Né à Nicotera (1883), en Calabre, Raffaele Corso est diplômé de la faculté de droit de l’université de Naples, où il soutient une thèse sur les proverbes juridiques italiens. Ce travail est publié en 1907 [3] dans la revue Archivio per lo studio delle tradizioni popolari [Archives pour l’étude des traditions populaires] de Giuseppe Pitrè, avec lequel il entre en contact par l’entremise de Benedetto Croce [4]. Dans sa thèse, Corso tente de démontrer que le genre littéraire du proverbe est une source fondamentale pour l’analyse du droit coutumier et que la recherche ethnographique dans ce domaine, définie comme une « archéologie juridique », devrait être principalement axée sur l’étude des survivances. En ce qui concerne ce dernier concept, il explique que :
La survivance, qui trouve sa raison d’être dans l’héritage social, n’est pas quelque chose d’isolé, d’inorganique, mais elle a un fondement et une nécessité, elle a une fonction sociale et, dans notre cas, juridique. Elle répond ou correspond à un besoin populaire ; un besoin qui est relatif au degré de civilisation et qui peut changer d’une période à une autre, d’un lieu à l’autre [5].

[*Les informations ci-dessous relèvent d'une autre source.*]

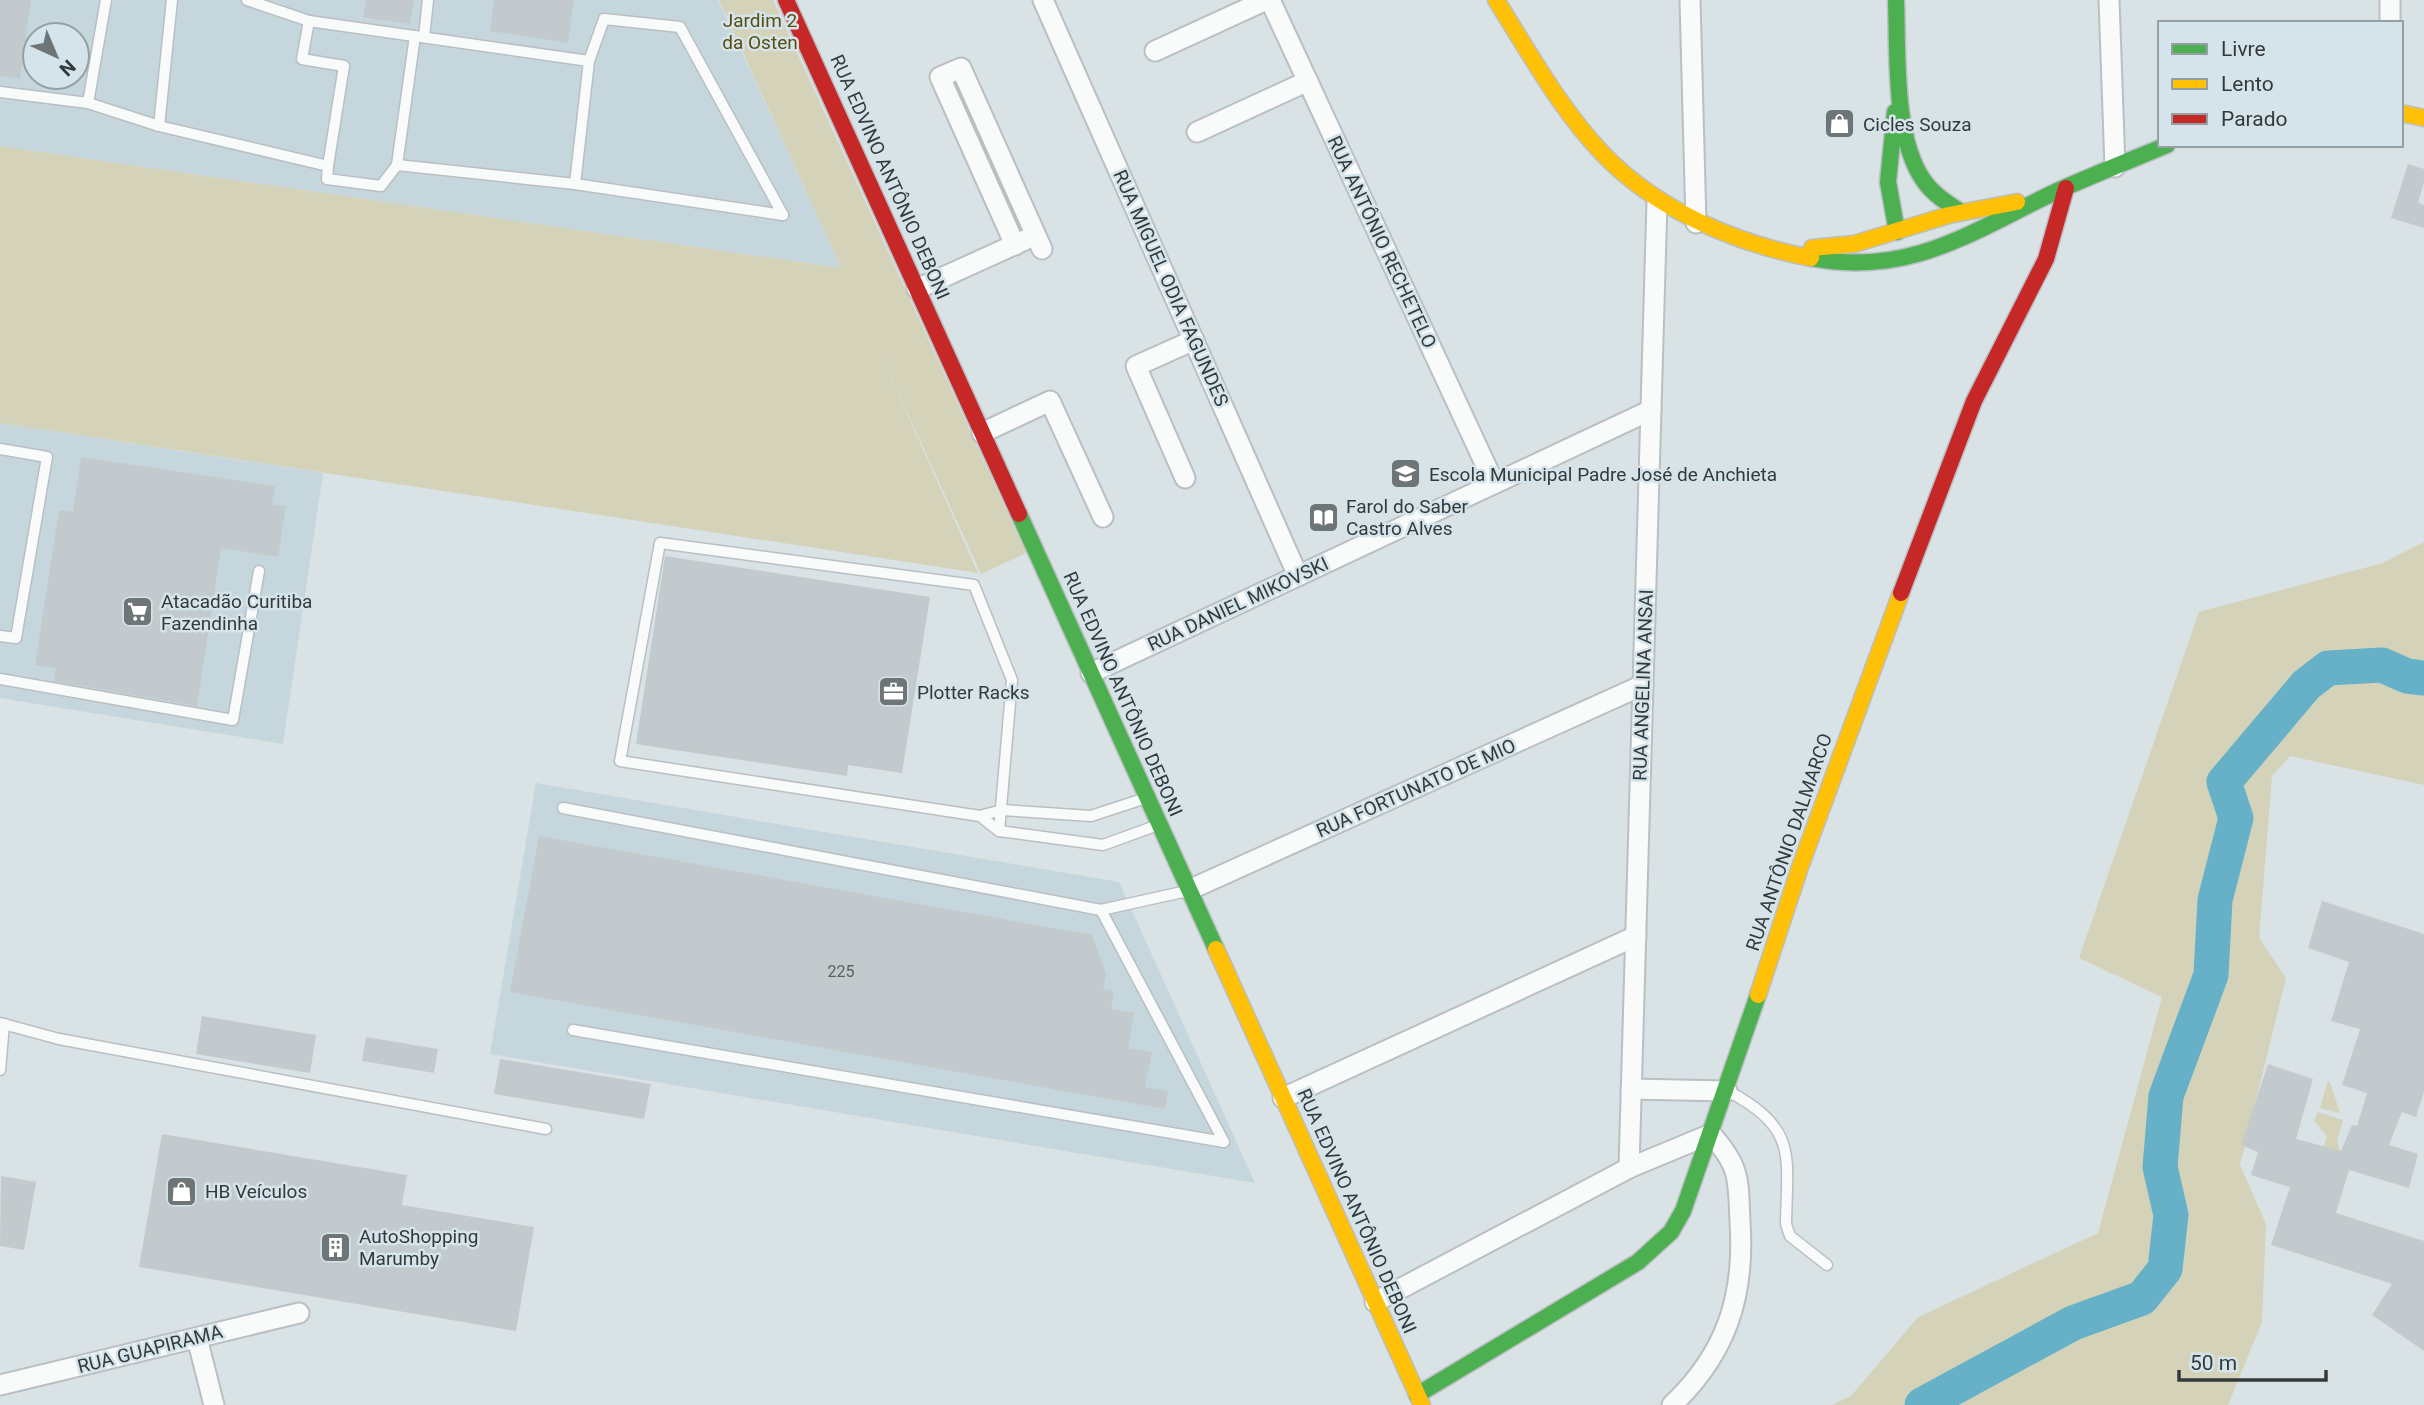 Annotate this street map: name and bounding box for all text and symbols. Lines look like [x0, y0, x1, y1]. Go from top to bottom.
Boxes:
park label: Jardim 2 da Osten [722, 9, 798, 54]
north arrow [21, 21, 91, 91]
legend [2158, 21, 2403, 147]
text: Livre [2221, 37, 2266, 61]
street label: RUA EDVINO ANTÔNIO DEBONI [825, 51, 955, 303]
text: N [55, 55, 80, 81]
text: Lento [2221, 72, 2274, 96]
shop icon: Cicles Souza [1823, 107, 1857, 141]
text: Parado [2221, 107, 2288, 131]
place label: Cicles Souza [1863, 113, 1972, 136]
street label: RUA ANTÔNIO RECHETELO [1323, 132, 1441, 352]
street label: RUA MIGUEL ODIA FAGUNDES [1108, 166, 1234, 410]
school or university icon: Escola Municipal Padre José de Anchieta [1389, 457, 1423, 491]
place label: Escola Municipal Padre José de Anchieta [1429, 463, 1777, 486]
place label: Farol do Saber Castro Alves [1346, 495, 1469, 540]
library icon: Farol do Saber Castro Alves [1306, 500, 1340, 534]
street label: RUA DANIEL MIKOVSKI [1144, 552, 1332, 656]
street label: RUA EDVINO ANTÔNIO DEBONI [1058, 568, 1188, 820]
street label: RUA ANGELINA ANSAI [1628, 589, 1658, 781]
place label: Atacadão Curitiba Fazendinha [161, 590, 312, 635]
supermarket icon: Atacadão Curitiba Fazendinha [121, 595, 155, 629]
office icon: Plotter Racks [877, 675, 911, 709]
place label: Plotter Racks [917, 681, 1030, 704]
street label: RUA ANTÔNIO DALMARCO [1741, 730, 1837, 954]
street label: RUA FORTUNATO DE MIO [1313, 734, 1519, 842]
house number: 225 [828, 962, 854, 981]
street label: RUA EDVINO ANTÔNIO DEBONI [1292, 1085, 1422, 1337]
shop icon: HB Veículos [165, 1174, 199, 1208]
place label: HB Veículos [205, 1180, 307, 1203]
place label: AutoShopping Marumby [359, 1225, 478, 1270]
building icon: AutoShopping Marumby [319, 1230, 353, 1264]
street label: RUA GUAPIRAMA [75, 1320, 226, 1378]
scale bar [2179, 1338, 2326, 1382]
text: 50 m [2190, 1351, 2237, 1375] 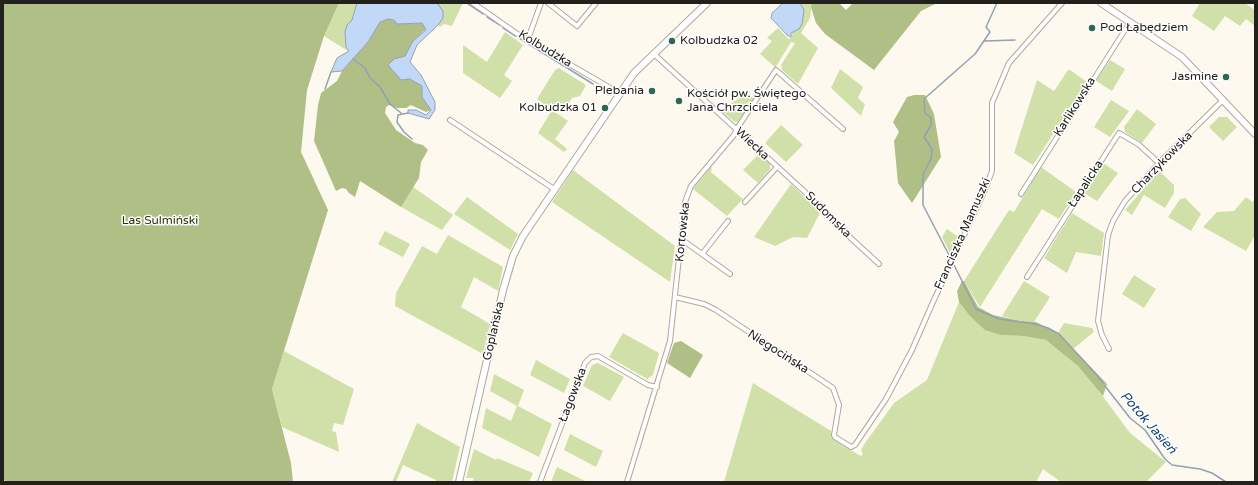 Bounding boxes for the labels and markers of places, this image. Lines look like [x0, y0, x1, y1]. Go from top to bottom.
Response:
place label: Pod Łąbędziem [1100, 21, 1188, 35]
marker: Pod Łąbędziem [1087, 23, 1097, 33]
place label: Kolbudzka 02 [680, 34, 758, 48]
marker: Kolbudzka 02 [667, 36, 677, 46]
place label: Jasmine [1172, 70, 1218, 84]
marker: Jasmine [1221, 72, 1231, 82]
place label: Plebania [595, 84, 644, 98]
marker: Plebania [647, 86, 657, 96]
place label: Kościół pw. Świętego Jana Chrzciciela [687, 87, 806, 115]
marker: Kościół pw. Świętego Jana Chrzciciela [674, 96, 684, 106]
place label: Kolbudzka 01 [519, 101, 597, 115]
marker: Kolbudzka 01 [600, 103, 610, 113] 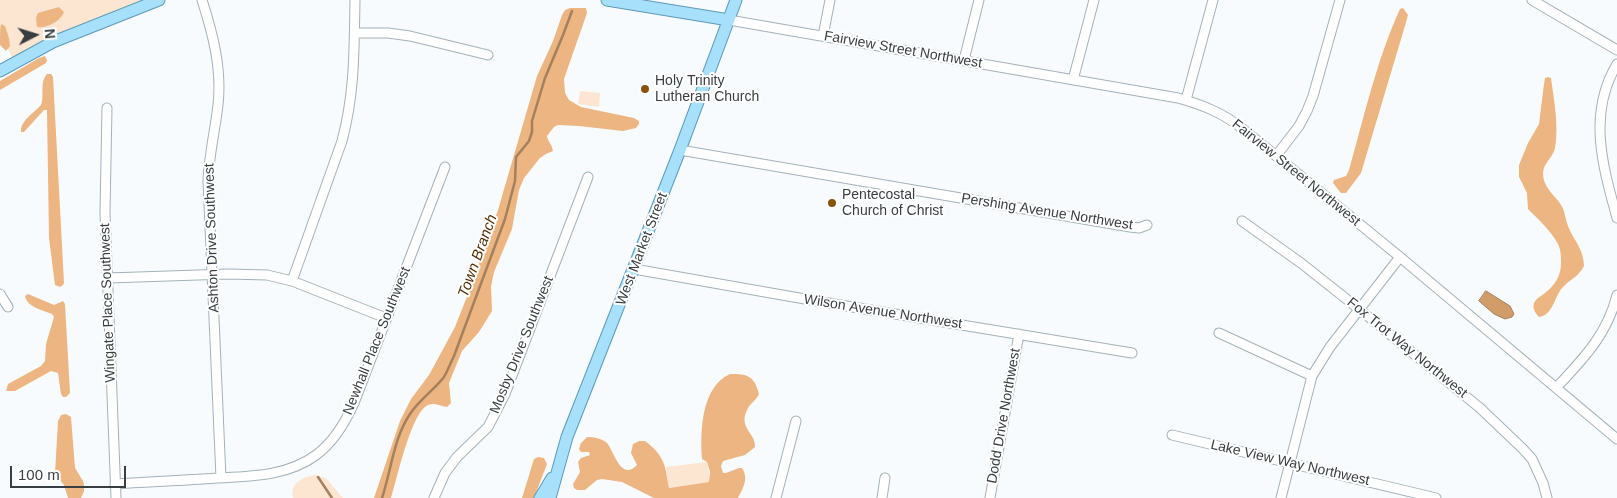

Pour préciser cette conception particulière, Corso reprend en partie les théories évolutionnistes en se référant directement à Edward B. Tylor, à travers une vision dans laquelle les documents juridiques populaires ne sont pas simplement des éléments du passé. Au contraire, sans remettre en cause la validité méthodologique de l’étude des survivances, Corso cherche à souligner la valeur sociale et culturelle de ces documents. En effet, pour lui, la méthodologie ethnographique, telle qu’il la définit lui-même, qui vise à reconstruire l’évolution historique des pratiques juridiques populaires, est complémentaire de l’étude psychologique et symbolique de ces dernières, c’est-à-dire de la manière dont elles s’adaptent et se transforment dans les sociétés contemporaines. Tout en restant deux domaines distincts, l’étude des survivances (« l’ethnographie ») et celle des formes psychiques (« la psychologie juridique ») seraient toutes les deux nécessaires pour une connaissance sociologique du droit et pour le bon fonctionnement des lois de l’État. En ce sens, Corso estime utile de se référer à la théorie de l’imitation de Gabriel Tarde [6], car « il est nécessaire d’observer toute la part de symbolique et de traditionnel qu’il y a dans les actes d’imitation pour pénétrer le passé [7] ».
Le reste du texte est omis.